$$\require{cancel}
\sum_\limits{n=1}^\infty \dfrac{(-2)^n}{n^2}=\sum_\limits{n=1}^{\infty} \dfrac{(-1)^n \ (2)^n}{n^2}$$
According to the alternating series test which states that the series terms are eventually decreasing.
Alternating Series Test
$$\sum_\limits{n=1}^\infty \dfrac{(-2)^n}{n^2}=-2+1-\frac{8}9+1\ \ …$$
I noticed that for the first condition of the alternating series test was that the series kept on increasing for all $n$.Then I thought about the doing the following:
$$\lim_\limits{n \to \infty} \dfrac{2^n}{n^2}=\lim_\limits{n \to \infty} \dfrac{\ln(2) \ 2^n}{2n}= \lim_\limits{n \to \infty} \dfrac{\ln^2(2) \ 2^n}{2}=\infty \ \mathbf{or \ divergent}$$
I am wondering the following since this is the Alternating series test I can not assert that the series is divergent right?
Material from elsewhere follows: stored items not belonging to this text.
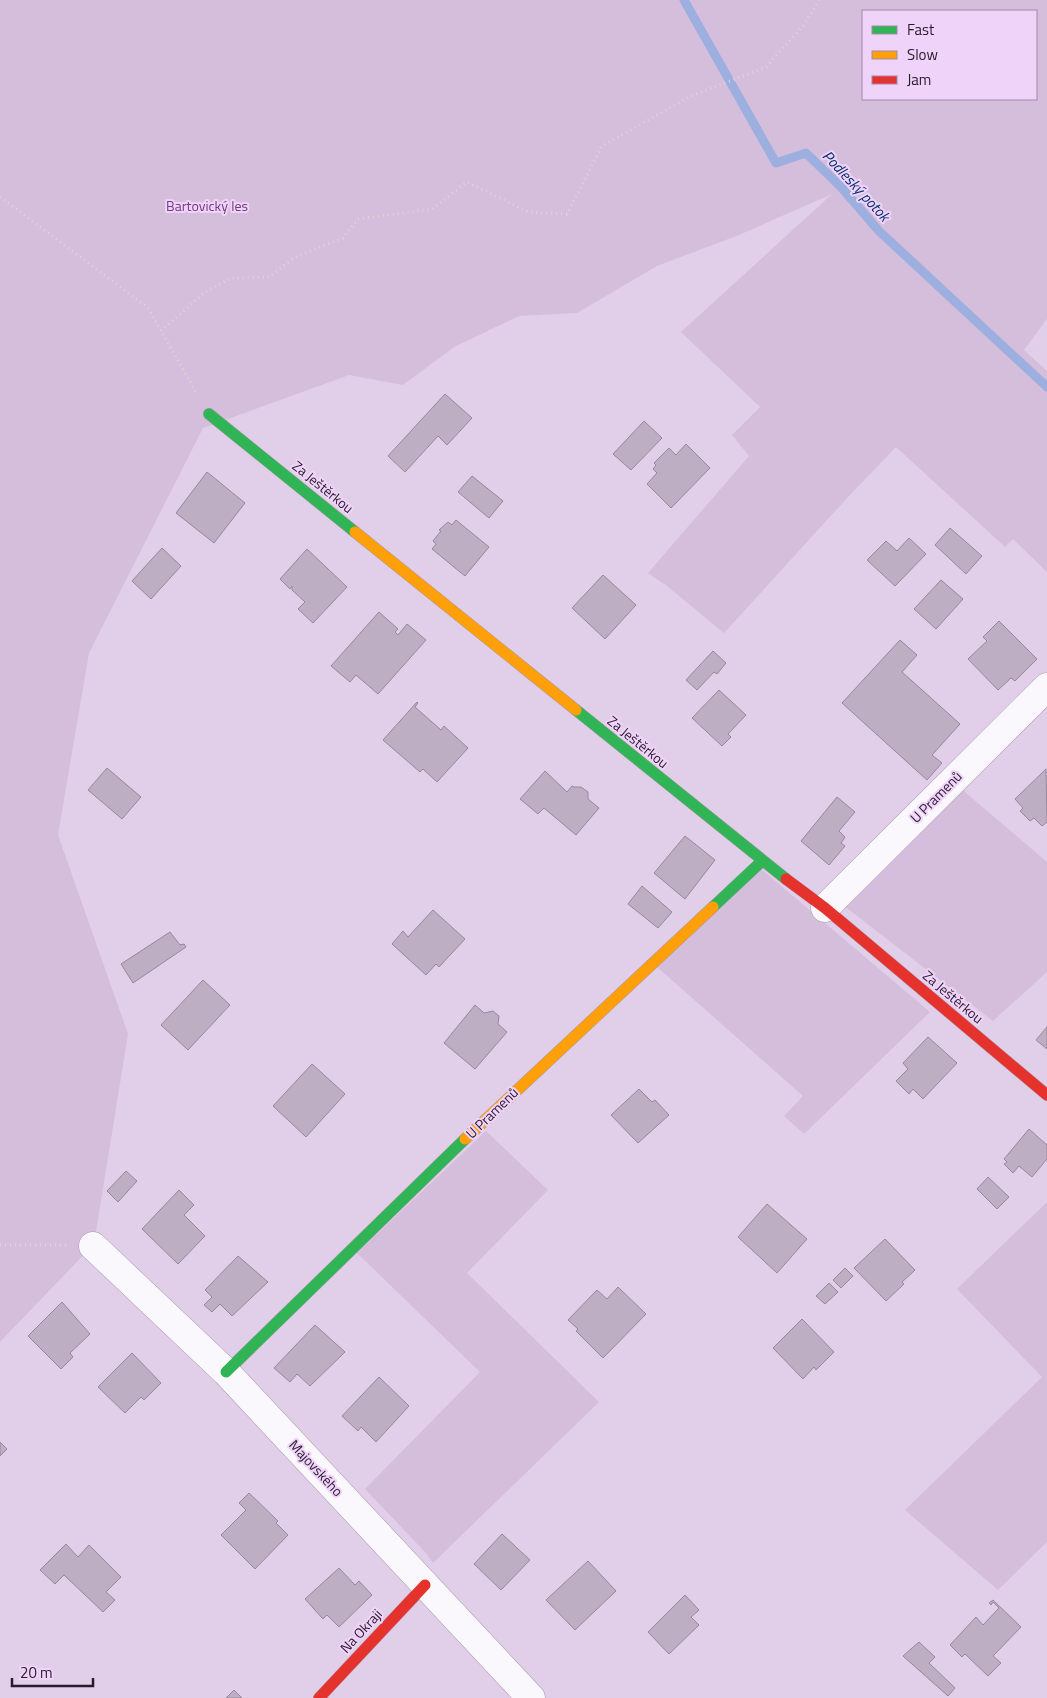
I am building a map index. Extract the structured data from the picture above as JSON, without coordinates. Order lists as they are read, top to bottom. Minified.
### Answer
{"streets":{"street":["Za Ještěrkou","U Pramenů","Majovského","Na Okraji"]},"crossings":[["Za Ještěrkou","U Pramenů"],["U Pramenů","Majovského"],["Majovského","Na Okraji"]],"water":["Podleský potok"],"parks":["Bartovický les"],"legend":["Fast","Slow","Jam"],"scale_bar":"20 m"}
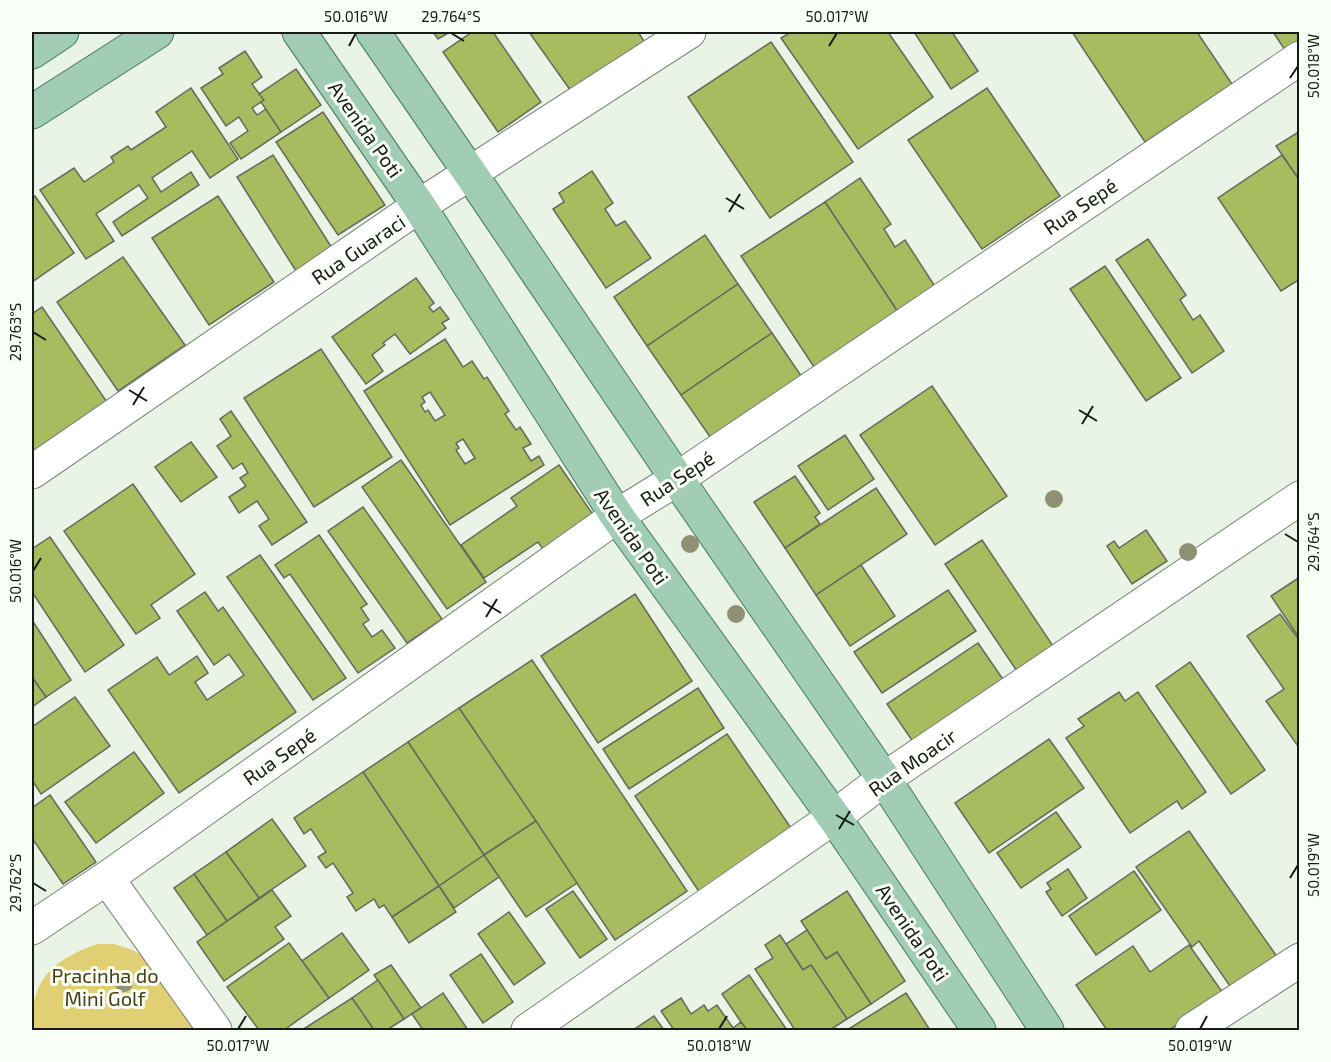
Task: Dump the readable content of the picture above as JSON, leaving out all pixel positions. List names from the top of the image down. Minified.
{"streets":{"main road":["Avenida Poti"],"street":["Rua Sepé","Rua Guaraci","Rua Moacir"]},"crossings":[["Avenida Poti","Rua Sepé"],["Avenida Poti","Rua Guaraci"],["Avenida Poti","Rua Moacir"]],"parks":["Pracinha do Mini Golf"],"coordinates":["50.016°W","29.764°S","50.017°W","50.018°W","29.763°S","50.019°W","29.762°S"]}
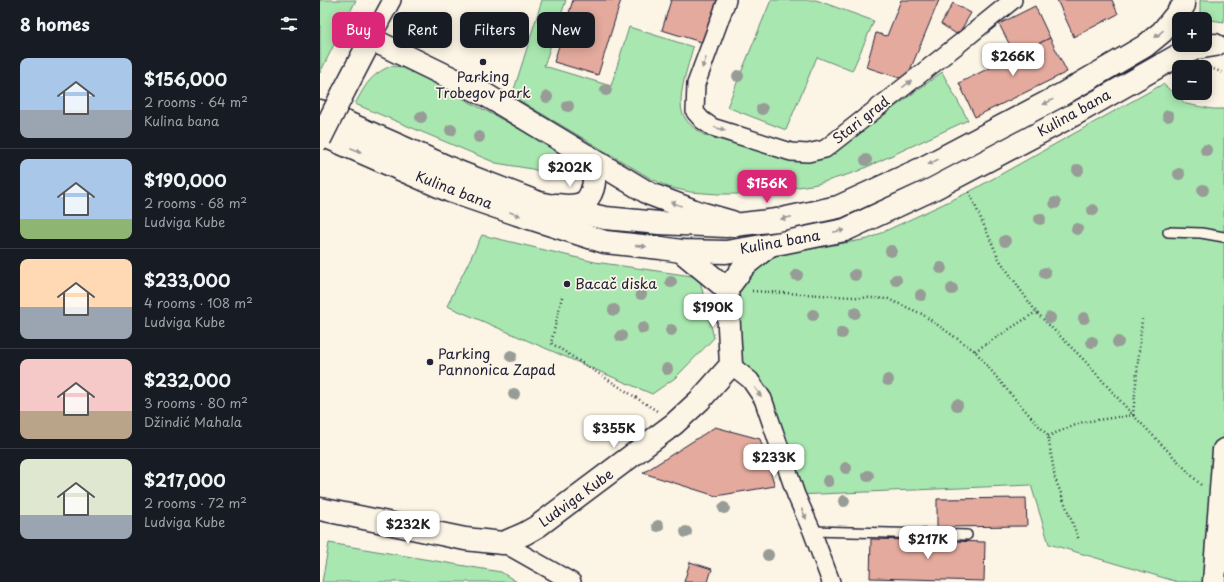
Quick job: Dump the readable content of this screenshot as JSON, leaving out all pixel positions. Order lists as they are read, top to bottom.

Because under this assumption which I made which was that the test was inconclusive I did the Ratio Test.
Ratio Test
$$\sum_\limits{n=1}^\infty \vert \dfrac{(-2)^n}{n^2} \vert = \sum_\limits{n=1}^\infty \frac{2^n}{n^2} $$
$$\lim_\limits{n \to \infty} \frac{\frac{2^n \ \cdot \ 2}{(n+1)^2}}{\frac{2^n}{n^2}}=\lim_\limits{n \to \infty} \frac{\frac{\cancel{2^n} \ \cdot \ 2}{(n+1)^2}}{\frac{\cancel{2^n}}{n^2}}=\lim_\limits{n \to \infty} \dfrac{2n^2}{n^2+2n+1} = 2$$
Using the Ratio Test I reached the conclusion it was divergent.
Reminder the Question:
I am wondering the following since this is the Alternating series test I can not assert that the series is divergent right?
Best Answer
Yes, the alternate series test is inconclusive here. But there is no need to apply the ratio test. Since you don't have $\lim_{n\to\infty}\frac{(-2)^n}{n^2}=0$, the series diverges.